Chlorofluorocarbons (CFCs)

CFCs are highly stable, essentially inert chemicals in the troposphere, with correspondingly long residence times. For example, CFC-11 has an atmospheric lifetime of 60 years, CFC-12 120 years, CFC-113 90 years, and CFC-114 200 years. The atmospheric concentration of total CFCs in the early 1990s was about 0.7 ppb (parts per billion), and was increasing about 5–6% per year. Because of continued releases from CFC-containing equipment and products already in use, CFC emissions to the lower atmosphere have continued since their manufacture was banned in 1990. However, CFC concentrations in the troposphere declined in 2000 for the first time since the compounds were introduced. Model calculations show that it will take 20–40 years to return to pre-1980 levels.

Because of their long life spans and resistance to chemical activity, CFCs slowly wend their way into the stratosphere, 5–11 mi (8–17 km) above the earth's surface, where they are exposed to intense ultraviolet and other short-wave radiation. CFCs degrade in the stratosphere by photolytic breakdown, releasing highly reactive atoms of chlorine and fluorine, which then form simple compounds such as chlorine monoxide (ClO). These secondary products of stratospheric CFC decomposition react with ozone (O₃), and result in a net consumption of this radiation-shielding gas.

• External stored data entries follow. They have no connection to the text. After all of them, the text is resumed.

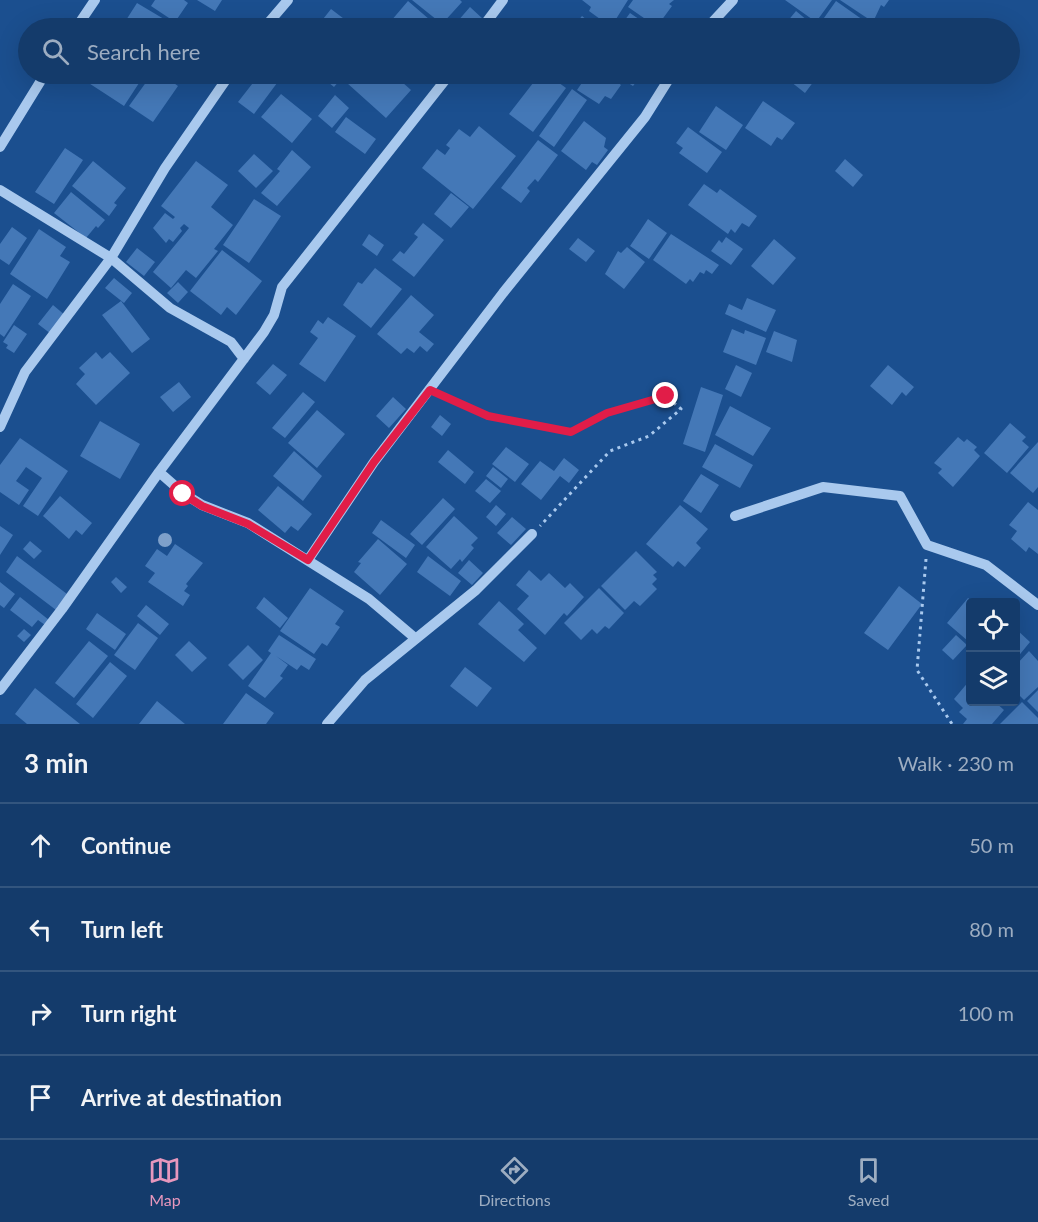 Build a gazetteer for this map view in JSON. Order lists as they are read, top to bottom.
{
  "page": {
    "search": "Search here",
    "heading": ["3 min", "Walk · 230 m"],
    "list": [
      ["Continue", "50 m"],
      ["Turn left", "80 m"],
      ["Turn right", "100 m"],
      "Arrive at destination"
    ],
    "nav": ["Map", "Directions", "Saved"]
  }
} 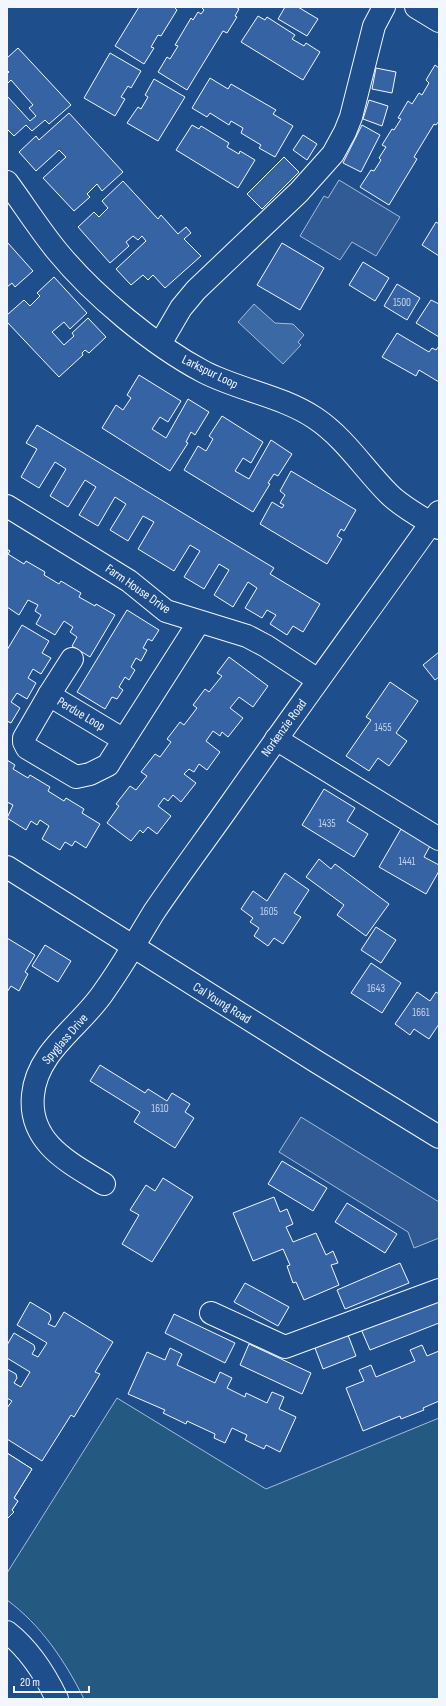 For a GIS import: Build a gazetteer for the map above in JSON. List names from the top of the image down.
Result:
{
  "streets": {
    "street": [
      "Larkspur Loop",
      "Farm House Drive",
      "Perdue Loop",
      "Norkenzie Road",
      "Cal Young Road",
      "Spyglass Drive"
    ]
  },
  "crossings": [
    ["Larkspur Loop", "Norkenzie Road"],
    ["Farm House Drive", "Perdue Loop"],
    ["Farm House Drive", "Norkenzie Road"],
    ["Norkenzie Road", "Cal Young Road"],
    ["Norkenzie Road", "Spyglass Drive"],
    ["Cal Young Road", "Spyglass Drive"]
  ],
  "house_numbers": [
    "1500",
    "1455",
    "1435",
    "1441",
    "1605",
    "1643",
    "1661",
    "1610"
  ],
  "scale_bar": "20 m"
} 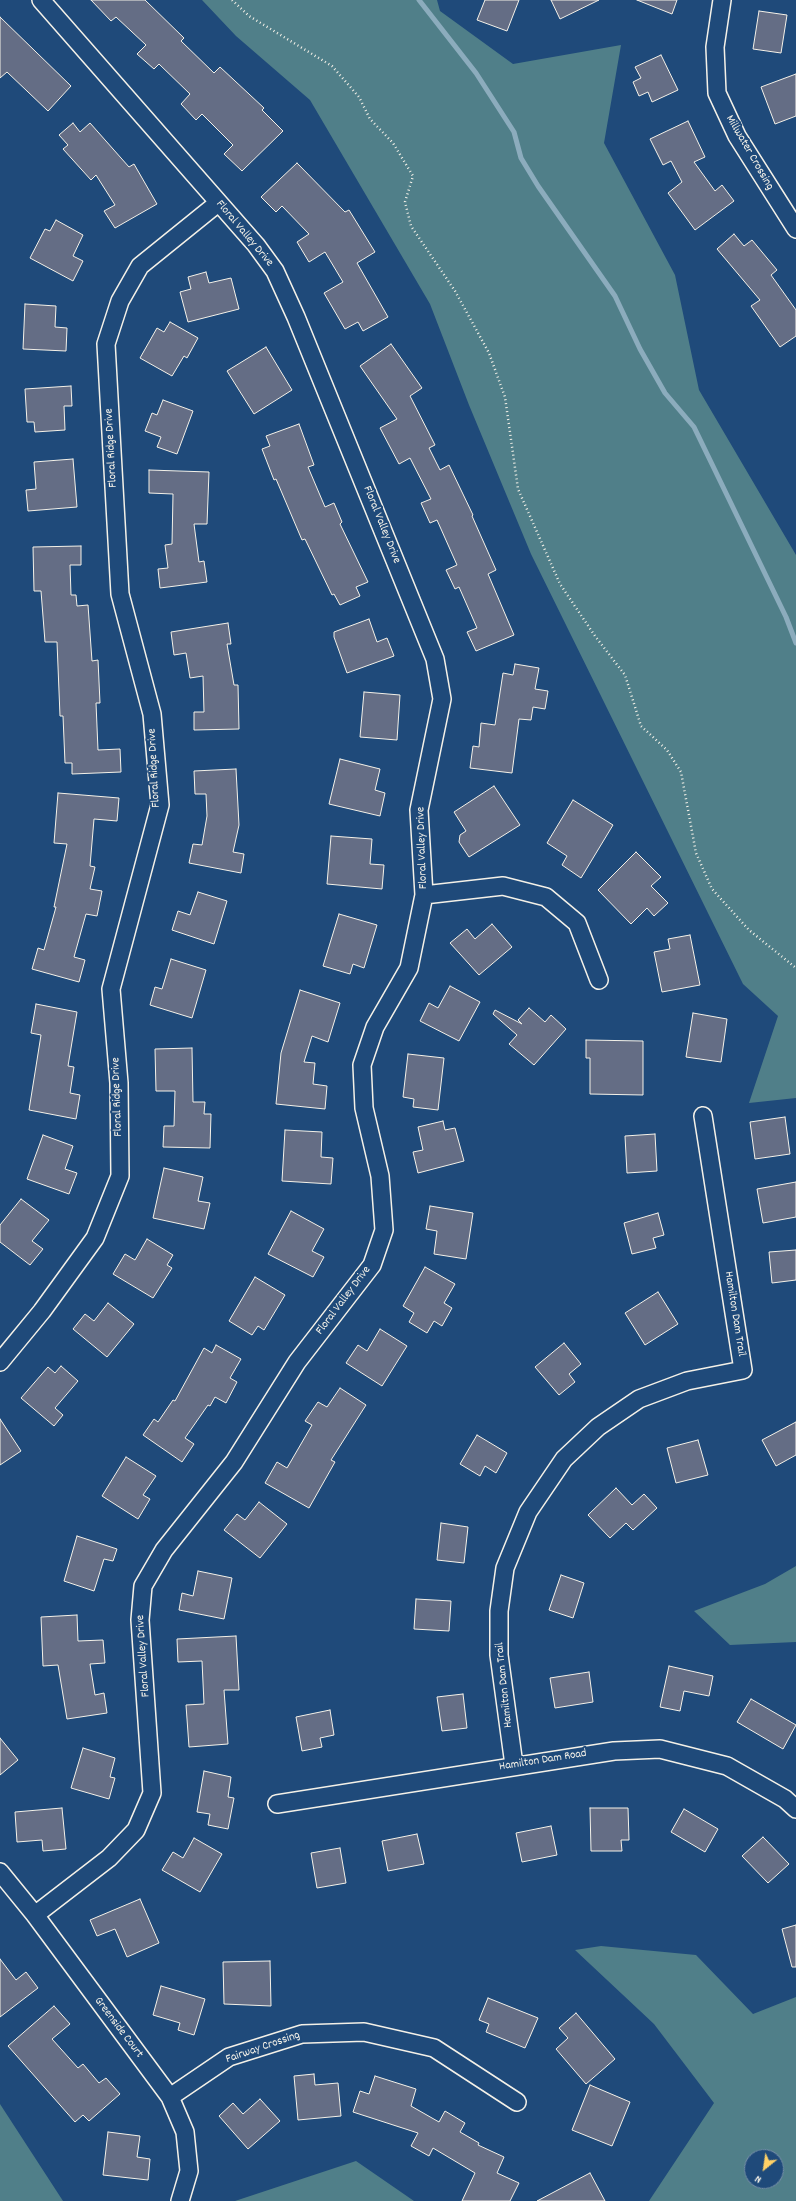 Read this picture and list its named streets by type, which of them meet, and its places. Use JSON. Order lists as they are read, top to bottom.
{
  "streets": {
    "street": [
      "Millwater Crossing",
      "Floral Valley Drive",
      "Floral Ridge Drive",
      "Hamilton Dam Trail",
      "Hamilton Dam Road",
      "Greenside Court",
      "Fairway Crossing"
    ]
  },
  "crossings": [
    ["Floral Valley Drive", "Floral Ridge Drive"],
    ["Floral Valley Drive", "Greenside Court"],
    ["Hamilton Dam Trail", "Hamilton Dam Road"],
    ["Greenside Court", "Fairway Crossing"]
  ],
  "north": "bottom left"
} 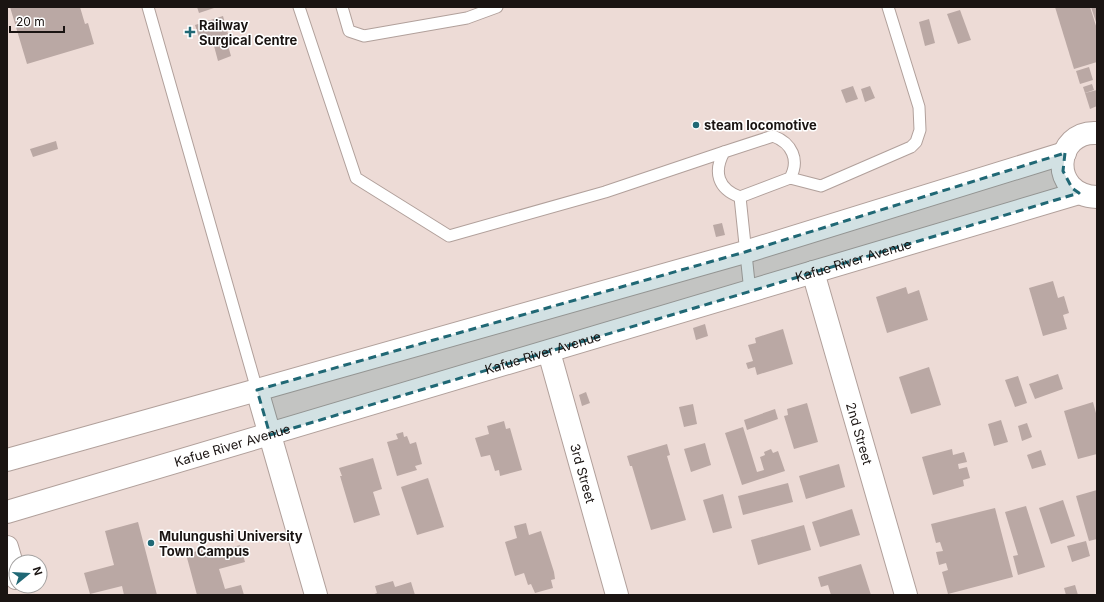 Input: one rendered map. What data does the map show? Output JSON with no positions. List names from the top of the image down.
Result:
{
  "streets": {
    "street": ["Kafue River Avenue", "2nd Street", "3rd Street"]
  },
  "crossings": [
    ["Kafue River Avenue", "2nd Street"],
    ["Kafue River Avenue", "3rd Street"]
  ],
  "places": {
    "health": ["Railway Surgical Centre"],
    "other": ["steam locomotive", "Mulungushi University Town Campus"]
  },
  "scale_bar": "20 m",
  "north": "right"
}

Ozone is naturally present in relatively large concentrations in the stratosphere. Stratospheric O₃ concentrations typically average 0.2–0.3 ppm, compared with less than 0.02–0.03 ppm in the troposphere. (Ozone, ironically, is toxic to humans, and tropospheric O₃ is a component of the photochemical smog that pollutes the air in urban areas.) Stratospheric O₃ is naturally formed and destroyed during a sequence of photochemical reactions called the Chapman reactions. Ultraviolet radiation decomposes O₂ molecules into single oxygen atoms, which then combine with O₂ to form O₃. Ultraviolet light then breaks the O₃ molecules back into O₂ and oxygen atoms by photodissociation. Rates of natural ozone creation and destruction were essentially equal, and the concentration of stratospheric ozone was nearly constant, prior to introduction of ozone-depleting compounds by human activity. Unlike the Chapman reactions, reactions with trace chemicals like ions or simple molecules of chlorine, bromine, and fluorine, results in rapid one-way depletion of ozone. CFCs account for at least 80% of the total stratospheric ozone depletion. Other man-made chemical compounds, including halogens containing bromide and nitrogen oxides, are responsible for most of the remaining 20%.

The stratospheric O₃ layer absorbs incoming solar ultraviolet (UV) radiation, thereby serving as a UV shield that protects organisms on Earth's surface from some of the deleterious effects of this high-energy radiation. If the ultraviolet radiation is not intercepted, it disrupts the genetic material, DNA, which is itself an efficient absorber of UV. Damage to human and animal DNA can result in greater incidences of skin cancers, including often-fatal melanomas; cataracts and other eye damage such as snow blindness; and immune system disorders. Potential ecological consequences of excessive UV radiation include inhibition of plant productivity in regions where UV light has damaged pigments, including chlorophyll.